Of course, the GameStop situation is unusual, but plenty of more ordinary investments yield unrealized gains that might already have vanished before tax is owed. Similarly, shares might have to be sold off to pay the tax bill. And that all assumes that there are, in fact, shares to be sold, and that valuations are known.

It is rarely that simple. Even with publicly traded assets, ownership through trusts and holding companies can complicate valuation, but privately held business assets, artwork, and other items in the portfolios—especially for the ultra-wealthy taxpayers on which the New York proposal would initially fall—defy easy valuation. Nationally, publicly traded assets only account for one-fifth of the assets held by the top 1 percent, while private business assets account for more than half. And the value of many privately held businesses is unknown until they are sold.

To cite an example I’ve used before, consider PayPal’s acquisition of the online coupon-clipping Honey in 2019. Before its acquisition, the 200-person company had raised about $41 million in venture capital and was likely generating good, if not necessarily phenomenal, income for its founders. After the acquisition, its two cofounders and two other high-ranking employees split $4 billion. The cofounders are both billionaires now, but would anyone have valued their assets at anywhere near that level prior to the sale? And if they had, how would the owners have been able to pay? Worse still, what if tax officials believed it was worth $4 billion but it was actually only worth a fraction of that, as became clear when the owners divested to pay the tax bill?

The assessment process would, therefore, be highly speculative and legally contentious.

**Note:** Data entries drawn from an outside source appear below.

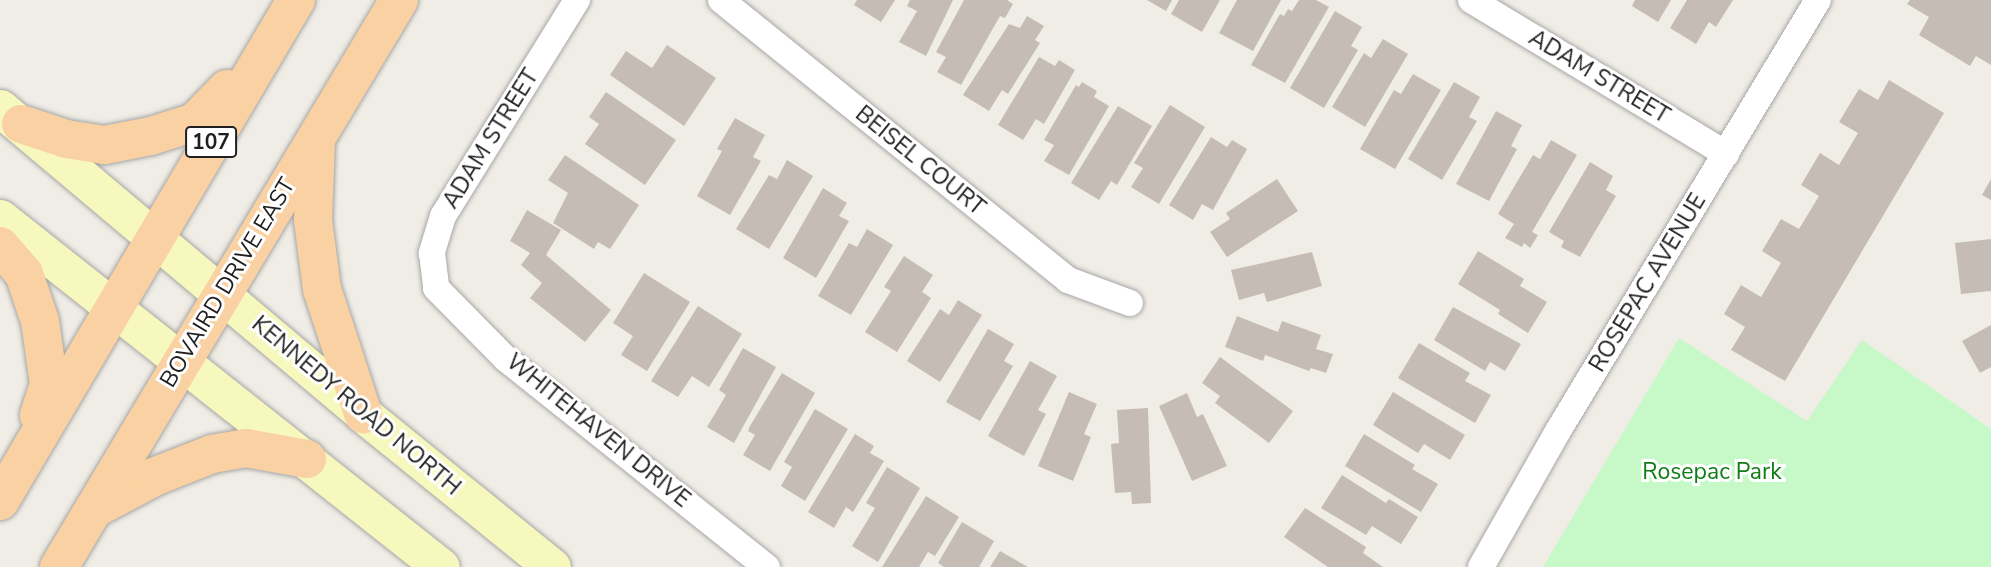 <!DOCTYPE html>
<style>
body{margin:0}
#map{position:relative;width:1991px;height:567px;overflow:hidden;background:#f0ede6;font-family:"Nunito Sans",sans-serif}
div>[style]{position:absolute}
.park>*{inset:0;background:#c6f8c8}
.building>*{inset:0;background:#c5bcb6}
.roads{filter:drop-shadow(0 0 2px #a7a7a7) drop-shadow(0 0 2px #a7a7a7)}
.street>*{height:26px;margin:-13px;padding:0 13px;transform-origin:13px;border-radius:13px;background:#fff}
.secondary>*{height:37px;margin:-18.5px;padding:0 18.5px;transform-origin:18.5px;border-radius:18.5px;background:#f7f8bd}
.primary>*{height:38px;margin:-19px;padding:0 19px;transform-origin:19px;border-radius:19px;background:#f9d1a2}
span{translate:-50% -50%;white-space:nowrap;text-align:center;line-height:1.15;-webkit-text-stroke:6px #fff;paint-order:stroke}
.shield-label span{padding:2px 5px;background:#fff;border:2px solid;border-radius:5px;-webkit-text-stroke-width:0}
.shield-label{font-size:21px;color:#202020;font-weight:700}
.street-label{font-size:23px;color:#202020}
.park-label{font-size:23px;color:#0f7c15}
</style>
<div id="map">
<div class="park">
<div style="clip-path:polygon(1679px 338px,1807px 421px,1862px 340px,1991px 429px,1991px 567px,1543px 567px)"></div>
</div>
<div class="building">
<div style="clip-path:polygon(857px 0,895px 0,881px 22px,854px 5px)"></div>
<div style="clip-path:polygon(910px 0,953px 0,926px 56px,899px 42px,917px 11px,907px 6px)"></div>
<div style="clip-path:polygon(964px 0,1007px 0,1013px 4px,1005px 18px,1000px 16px,961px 85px,937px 72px,946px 57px,936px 52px)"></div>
<div style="clip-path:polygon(1147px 0,1172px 0,1166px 11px)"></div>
<div style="clip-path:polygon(1179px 0,1220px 0,1202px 32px,1171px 14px)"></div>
<div style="clip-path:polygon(1237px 0,1281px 0,1253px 51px,1219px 33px)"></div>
<div style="clip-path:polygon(1299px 0,1316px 0,1329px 7px,1285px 83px,1251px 65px,1280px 14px,1284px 16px,1288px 9px,1292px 11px)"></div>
<div style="clip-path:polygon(1635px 0,1671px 0,1658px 22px,1632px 6px)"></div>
<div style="clip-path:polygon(1687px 0,1733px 0,1716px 27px,1709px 22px,1696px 44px,1670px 28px)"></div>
<div style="clip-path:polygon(1910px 0,1991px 0,1991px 65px,1976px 56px,1970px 66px,1919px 35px,1929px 17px,1907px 4px)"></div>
<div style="clip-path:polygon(1335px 11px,1362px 27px,1351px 46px,1358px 50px,1324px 108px,1290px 88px)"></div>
<div style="clip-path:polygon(1027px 16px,1044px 26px,1035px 40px,1040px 43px,1008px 94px,1002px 90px,989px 111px,963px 95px,1009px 24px,1020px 28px)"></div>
<div style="clip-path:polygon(1383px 39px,1408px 54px,1365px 127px,1332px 107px,1364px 53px,1371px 58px)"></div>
<div style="clip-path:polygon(667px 45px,716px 78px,684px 126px,610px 75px,626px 51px,652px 68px)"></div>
<div style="clip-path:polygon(1039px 57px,1055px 66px,1059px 60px,1075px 70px,1044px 124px,1036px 119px,1023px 140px,998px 125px)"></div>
<div style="clip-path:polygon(1413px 74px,1441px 90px,1395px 169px,1360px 149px,1394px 90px,1401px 94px)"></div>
<div style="clip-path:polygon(1889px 80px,1944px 113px,1785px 381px,1731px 350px,1745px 327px,1724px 314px,1741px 285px,1761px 297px,1781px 263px,1762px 251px,1781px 219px,1799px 229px,1819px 196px,1801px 185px,1820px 153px,1839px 165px,1858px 133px,1839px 122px,1859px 89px,1878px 100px)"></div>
<div style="clip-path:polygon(1082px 82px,1097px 91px,1094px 97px,1109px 106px,1069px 175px,1044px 161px,1054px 145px,1044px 140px,1076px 85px,1079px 87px)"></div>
<div style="clip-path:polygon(1454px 82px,1480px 97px,1469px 117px,1477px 121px,1442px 180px,1408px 159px)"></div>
<div style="clip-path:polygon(606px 92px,676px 140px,645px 185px,585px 144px,599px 124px,589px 117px)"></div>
<div style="clip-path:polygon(1170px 105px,1205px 127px,1159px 204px,1131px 187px,1143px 168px,1134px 163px)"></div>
<div style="clip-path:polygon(1118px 106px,1152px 126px,1117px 185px,1111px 181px,1099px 200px,1071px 183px)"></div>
<div style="clip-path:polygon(1496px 111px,1522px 125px,1511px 146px,1517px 149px,1489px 201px,1456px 184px)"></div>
<div style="clip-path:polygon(735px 118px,765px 135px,753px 157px,761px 161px,730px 215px,697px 196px,722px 151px,717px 149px)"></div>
<div style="clip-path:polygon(1211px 137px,1227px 147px,1232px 140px,1247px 149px,1213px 210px,1202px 204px,1193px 220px,1169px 205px)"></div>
<div style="clip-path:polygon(1551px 140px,1577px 155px,1532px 232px,1538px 235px,1530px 248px,1524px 243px,1522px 247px,1505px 238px,1514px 224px,1498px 214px,1533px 155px,1540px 159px)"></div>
<div style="clip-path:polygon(565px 155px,639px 205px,610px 249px,598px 242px,594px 249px,553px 223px,568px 193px,548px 180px)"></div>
<div style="clip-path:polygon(787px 160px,813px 176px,769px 249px,736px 229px,769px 175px,777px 179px)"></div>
<div style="clip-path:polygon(1590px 162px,1613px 176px,1606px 190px,1616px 196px,1580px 257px,1561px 247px,1564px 241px,1549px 232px)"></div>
<div style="clip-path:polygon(1277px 179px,1298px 211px,1227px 257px,1210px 232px,1230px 219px,1226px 213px)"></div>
<div style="clip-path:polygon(1991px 179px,1991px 200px,1982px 195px)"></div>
<div style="clip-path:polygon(823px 188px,847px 203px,839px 216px,849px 221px,816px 278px,783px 258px)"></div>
<div style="clip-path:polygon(527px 210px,561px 230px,546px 255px,611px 310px,585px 342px,530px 298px,542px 283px,521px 265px,530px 253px,510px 241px)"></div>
<div style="clip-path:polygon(867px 229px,893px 245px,851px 315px,818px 296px,849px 243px,857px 247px)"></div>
<div style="clip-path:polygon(1991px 239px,1991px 291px,1961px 294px,1955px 243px)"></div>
<div style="clip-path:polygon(1478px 251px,1524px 279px,1520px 286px,1547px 302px,1528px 333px,1498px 314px,1500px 310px,1458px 284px)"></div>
<div style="clip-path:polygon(1312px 252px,1322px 286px,1267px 302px,1264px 293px,1239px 300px,1231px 270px)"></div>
<div style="clip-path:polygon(904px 256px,933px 275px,922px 292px,931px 298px,897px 352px,865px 332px,891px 291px,884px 287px)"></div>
<div style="clip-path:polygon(644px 273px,690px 302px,647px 371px,621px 355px,633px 336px,613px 323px)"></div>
<div style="clip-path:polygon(958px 300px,982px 315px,940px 382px,907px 361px,940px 309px,949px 315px)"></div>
<div style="clip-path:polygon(698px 306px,742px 334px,709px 387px,692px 376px,678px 397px,651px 381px)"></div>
<div style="clip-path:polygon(1453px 307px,1521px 344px,1505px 371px,1490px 362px,1485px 371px,1434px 340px)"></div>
<div style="clip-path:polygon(1237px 316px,1278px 332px,1282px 321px,1321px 335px,1316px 349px,1333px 354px,1326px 373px,1311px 368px,1309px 371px,1265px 355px,1263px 361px,1225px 347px)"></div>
<div style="clip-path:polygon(1991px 325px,1991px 367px,1980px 373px,1962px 341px)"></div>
<div style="clip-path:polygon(988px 329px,1014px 344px,1004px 361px,1013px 366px,980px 421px,946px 402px)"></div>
<div style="clip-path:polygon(1419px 343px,1470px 373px,1465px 381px,1491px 395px,1475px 423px,1398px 378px)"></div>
<div style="clip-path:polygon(743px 348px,776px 367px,734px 443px,707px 427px,726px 395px,719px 390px)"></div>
<div style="clip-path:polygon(1220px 357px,1293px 411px,1269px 443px,1215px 403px,1220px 396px,1202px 383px)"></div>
<div style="clip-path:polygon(1030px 361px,1057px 376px,1038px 410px,1046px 414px,1024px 456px,988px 436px)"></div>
<div style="clip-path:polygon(782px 373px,815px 393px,770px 471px,743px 455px,755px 435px,748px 431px,750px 426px)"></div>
<div style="clip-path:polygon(1069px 392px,1097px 404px,1084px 434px,1091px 437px,1073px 481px,1038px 466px)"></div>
<div style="clip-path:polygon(1393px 392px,1465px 435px,1450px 460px,1424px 444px,1418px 453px,1373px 425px)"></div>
<div style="clip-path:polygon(1187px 393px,1197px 417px,1203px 414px,1227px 466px,1192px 481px,1159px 406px)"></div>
<div style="clip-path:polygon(1148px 408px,1151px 503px,1132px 504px,1131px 492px,1115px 493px,1111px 444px,1119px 443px,1117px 410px)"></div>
<div style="clip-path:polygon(815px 409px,848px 429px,805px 501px,781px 486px,792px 467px,784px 462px)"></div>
<div style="clip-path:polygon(855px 434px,874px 446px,870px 453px,884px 461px,853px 512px,846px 507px,834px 528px,808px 512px)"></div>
<div style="clip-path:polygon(1364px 434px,1415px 465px,1412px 469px,1438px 484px,1421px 512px,1345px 466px)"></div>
<div style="clip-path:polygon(887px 467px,920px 488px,878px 562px,852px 546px,875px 508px,866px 503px)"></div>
<div style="clip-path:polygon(1342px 475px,1386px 503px,1389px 499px,1418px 517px,1401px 544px,1372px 526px,1366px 535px,1321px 508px)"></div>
<div style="clip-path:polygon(926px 496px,959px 517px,935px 556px,928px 552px,919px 567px,882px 567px)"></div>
<div style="clip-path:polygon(1305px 508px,1366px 547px,1363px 553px,1383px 567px,1328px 567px,1284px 537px)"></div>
<div style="clip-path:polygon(962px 522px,994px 541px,979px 567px,944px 567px,938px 563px)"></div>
<div style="clip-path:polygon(1000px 551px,1028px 567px,990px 567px)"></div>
</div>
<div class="roads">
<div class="street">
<div style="left:577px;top:0;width:254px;rotate:121.8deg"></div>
<div style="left:443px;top:216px;width:39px;rotate:107deg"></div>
<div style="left:432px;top:253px;width:35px;rotate:83deg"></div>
<div style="left:436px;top:288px;width:100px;rotate:45.4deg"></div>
<div style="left:506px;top:359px;width:334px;rotate:38.6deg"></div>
<div style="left:721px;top:0;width:446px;rotate:38.9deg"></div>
<div style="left:1068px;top:280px;width:66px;rotate:20.4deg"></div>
<div style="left:1471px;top:0;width:298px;rotate:31.1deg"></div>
<div style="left:1481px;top:567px;width:156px;rotate:-60.5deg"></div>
<div style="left:1558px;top:431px;width:503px;rotate:-58.9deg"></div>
</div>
<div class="secondary">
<div style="left:0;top:108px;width:475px;rotate:40.1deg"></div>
<div style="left:363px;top:414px;width:243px;rotate:39deg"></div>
<div style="left:0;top:218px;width:562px;rotate:38.36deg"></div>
</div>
<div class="primary">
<div style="left:21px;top:124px;width:47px;rotate:18.4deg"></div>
<div style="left:66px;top:139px;width:39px;rotate:9deg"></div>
<div style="left:105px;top:145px;width:47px;rotate:-11.1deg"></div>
<div style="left:151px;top:136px;width:46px;rotate:-17.7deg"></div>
<div style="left:195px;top:122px;width:46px;rotate:-45.9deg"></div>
<div style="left:316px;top:140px;width:80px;rotate:92.1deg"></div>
<div style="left:313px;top:220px;width:70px;rotate:82.6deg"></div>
<div style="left:322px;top:289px;width:132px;rotate:71.8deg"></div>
<div style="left:0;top:246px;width:37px;rotate:49deg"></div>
<div style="left:24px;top:274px;width:50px;rotate:71.2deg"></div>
<div style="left:40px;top:321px;width:64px;rotate:81.9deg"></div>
<div style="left:49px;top:384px;width:33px;rotate:108deg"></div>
<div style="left:0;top:501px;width:582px;rotate:-59.42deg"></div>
<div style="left:94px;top:509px;width:70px;rotate:-28deg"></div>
<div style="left:156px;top:476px;width:60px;rotate:-21.4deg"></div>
<div style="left:212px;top:454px;width:35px;rotate:-10deg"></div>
<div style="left:246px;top:448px;width:62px;rotate:10.2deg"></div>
<div style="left:59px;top:567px;width:661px;rotate:-59.05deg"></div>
</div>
</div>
<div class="shield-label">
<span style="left:211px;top:142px">107</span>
</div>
<div class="street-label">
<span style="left:1599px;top:77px;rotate:31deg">ADAM STREET</span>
<span style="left:491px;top:139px;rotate:-58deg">ADAM STREET</span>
<span style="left:920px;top:161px;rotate:39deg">BEISEL COURT</span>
<span style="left:228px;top:283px;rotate:-59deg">BOVAIRD DRIVE EAST</span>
<span style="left:1648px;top:283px;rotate:-59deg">ROSEPAC AVENUE</span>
<span style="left:356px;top:406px;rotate:40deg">KENNEDY ROAD NORTH</span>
<span style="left:598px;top:431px;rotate:39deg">WHITEHAVEN DRIVE</span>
</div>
<div class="park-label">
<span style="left:1712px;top:472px">Rosepac Park</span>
</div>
</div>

Even the federal government would struggle with the task. When the Joint Committee on Taxation analyzed such a proposal, it observed the magnitude of the challenge: “Many mandatory convertible securities may not have a readily ascertainable fair market value, e.g. where they are not actively traded on an exchange. Determining a value at which to mark the securities to market each year could present challenges for both taxpayers and the IRS in those circumstances.”

Taxing unrealized income, moreover, can easily disrupt the source of that income. When an asset is taxed upon realization, the realization event itself produces liquid assets from which the tax can be paid. Even taxing unrealized gains from publicly traded assets is relatively straightforward, since some portion of the shares could be sold in satisfaction of tax liability. (This would, of course, still have consequences for some wealthy investors who are trying to maintain a controlling interest, and conflicting treatment of capital gains at the federal and state levels would create confused incentives.) But with private business assets, the tax can be much more consequential: some portion of the company or its assets may have to be sold to pay taxes on gains that only exist on paper. The owners are asset rich but cash poor.

No tax system anywhere in the world has ever used mark-to-market taxation. New York is often an innovator, but as we have observed previously, implementing such a system at the state level would be incredibly daunting and economically uncompetitive even if it did not raise major constitutional concerns.